The U.S. Navy’s newest aircraft carrier USS Gerald R. Ford (CVN 78) recently progressed toward another major milestone during the ship’s 10th window of opportunity for maintenance (WOO 10), ensuring mission readiness for its upcoming independent steaming event (ISE).
While in port for Ford’s WOO 10, the ship accomplished necessary maintenance and construction projects required to embark personnel from Carrier Air Wing EIGHT (CVW-8) and Carrier Strike Group (CSG) 12 staff. Ford’s next independent steaming event, ISE 10, will be the most robust air wing and strike group embark to date, bringing total ship’s company to more than 3,700 personnel.
“Our role is to support the air wing, and that doesn’t stop when we’re in-port,” said Capt. J.J. Cummings, Ford’s commanding officer. “Our crew continues to work hard to make preparations, maintain equipment, conduct training, and remain healthy to ensure we are ready to carry out our mission to fully support integrated air wing operations.”
Ford, CSG-12 and CVW-8 utilized WOO 10 as a launchpad for integrated operations for the upcoming at-sea period. CSG-12, with experience from their recent record-breaking deployment with USS Abraham Lincoln (CVN 72) and CVW-7, sent CVW-7 operations and intelligence officers to assess Ford’s ready rooms and mission planning spaces to provide recommendations on how to best execute command and control (C2) with Ford’s unique capabilities.
During ISE 10, CSG-12 will assess Ford’s C2 capability and CVW-8 will operate over 30 fixed-wing aircraft and MH-60R/S Seahawk detachments from both Helicopter Sea Combat (HSC) squadrons and Helicopter Maritime Strike (HSM) squadrons.
“This will be the first time Ford has brought on an air wing and our carrier strike group staff, so we’re intentionally going to stress the ship’s systems and the crew to see how well we integrate as one cohesive unit,” said Cummings. “This is our first opportunity to conduct cyclic flight operations with an air wing. I am extremely excited for the crew because loading up the flight deck with air wing aircraft will give them a quick snapshot of what deployment will feel like.”

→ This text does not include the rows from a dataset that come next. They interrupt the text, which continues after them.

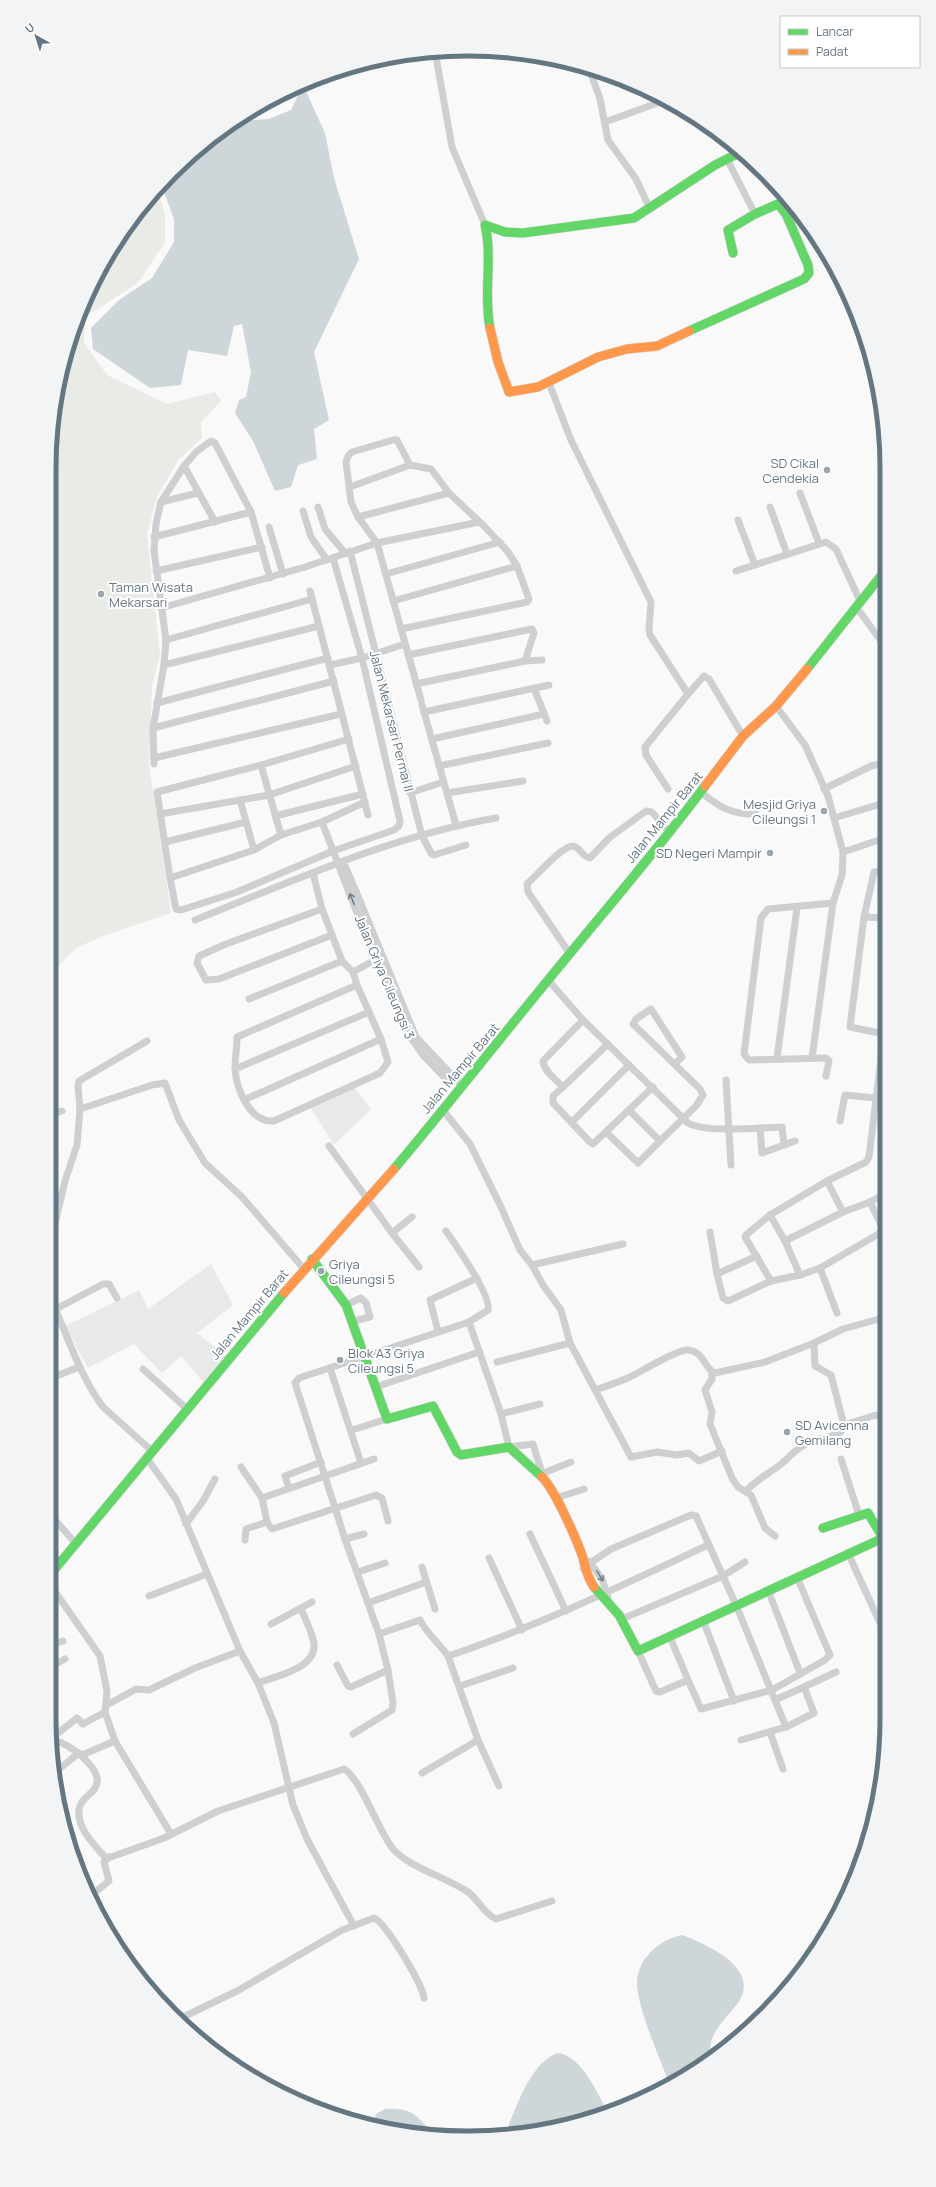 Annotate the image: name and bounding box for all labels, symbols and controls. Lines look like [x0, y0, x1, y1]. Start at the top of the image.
north arrow [16, 16, 56, 56]
legend [780, 16, 920, 68]
text: U [22, 19, 37, 36]
text: Lancar [816, 23, 854, 40]
text: Padat [816, 43, 848, 60]
place label: SD Cikal Cendekia [763, 454, 819, 487]
marker: SD Cikal Cendekia [822, 465, 832, 475]
place label: Taman Wisata Mekarsari [109, 578, 193, 611]
marker: Taman Wisata Mekarsari [96, 589, 106, 599]
street label: Jalan Mekarsari Permai II [366, 649, 418, 793]
street label: Jalan Mampir Barat [621, 767, 707, 867]
place label: Mesjid Griya Cileungsi 1 [743, 795, 816, 828]
marker: Mesjid Griya Cileungsi 1 [819, 806, 829, 816]
place label: SD Negeri Mampir [656, 844, 762, 862]
marker: SD Negeri Mampir [765, 848, 775, 858]
one-way arrow [347, 893, 355, 905]
street label: Jalan Griya Cileungsi 3 [351, 912, 419, 1042]
street label: Jalan Mampir Barat [417, 1019, 503, 1117]
place label: Griya Cileungsi 5 [329, 1255, 395, 1288]
street label: Jalan Mampir Barat [206, 1265, 292, 1363]
marker: Griya Cileungsi 5 [316, 1266, 326, 1276]
place label: Blok A3 Griya Cileungsi 5 [348, 1344, 424, 1377]
marker: Blok A3 Griya Cileungsi 5 [335, 1355, 345, 1365]
place label: SD Avicenna Gemilang [795, 1416, 869, 1449]
marker: SD Avicenna Gemilang [782, 1427, 792, 1437]
one-way arrow [596, 1570, 604, 1581]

During WOO 10, extensive preparations were conducted to support the embarkation of more than 1,000 personnel from CVW-8 and CSG-12.
“To sustain the full complement of Ford and air wing personnel, Ford’s supply department on-loaded more than 400 pallets of stores and began coordination for a Replenishment-at-Sea to refresh fruits and vegetables while underway,” said Cmdr. Carl Koch, Ford’s Supply Officer.
In an exhaustive and collaborative effort to finish more than 125 offices and berthing spaces for 199 air wing officers and strike group staff, Ford Sailors with support from Huntington Ingalls Industries Newport News Shipbuilding Division, Naval Sea Systems Command, and Technico completed outstanding work of 625 lines of testing to include ventilation balancing, phone hookup and minor amenities installs.
During Ford’s in-port period, the crew was able to accomplish this work while simultaneously adhering to strong COVID-19 mitigation protocols that required innovative training methods.
“There’s value in being able to provide specialized training to Sailors,” said Cummings. “Like many industries across the nation, we’ve had to adapt during the Coronavirus pandemic, and we’ve found innovative ways to provide quality training while keeping in compliance with COVID-19 mitigation protocols and best practices.”
One of the adaptive training events Ford conducted was watertight door (WTD) training for Ford’s damage control petty officers (DCPOs). The training was held to increase proficiency in maintaining Ford’s first line of defense in damage control fittings.
To ensure the class could be conducted safely, Ford’s Damage Control Assistant engaged with Commander, Naval Air Forces Atlantic’s (CNAL) WTD school supervisors to request reduced class sizes to maximize social distancing.
“This watertight door training is hands-on for the GRF Sailors, because it’s imperative that they understand what they’re reading on that maintenance card when they’re doing the actual maintenance,” said Curtis Houchins, from Pine Hill, New Jersey, Master Trade Person-4 and a CNAL school supervisor for watertight door training. “They need to understand why they’re checking — and fixing — a door and what they should be looking for when performing the corrective maintenance on them. That’s what this training is geared towards.”
Last week, eight Sailors from Ford’s Air Department were the first to attend the modified version of WTD school, the most complex maintenance that a DCPO will complete aboard Ford. This training will expand Ford’s DCPO’s maintenance prowess as the ship works towards full system shock trials, an event that will stress the ship’s over 900 fittings to the extreme to validate system design and thousands of man-hours of hard work.
“This training is great because it’s a process where you actually observe what you’re learning and apply it to protecting the integrity of the ship,” said Aviation Boatswain’s Mate (Handling) 2nd Class Rey Talisayon, from Miami, Florida. “It was very hands-on and you can tell the instructors really know what they’re talking about and doing, because they were like us once before, just starting to learn about watertight doors and taking ownership of the preventative maintenance that goes along with them.”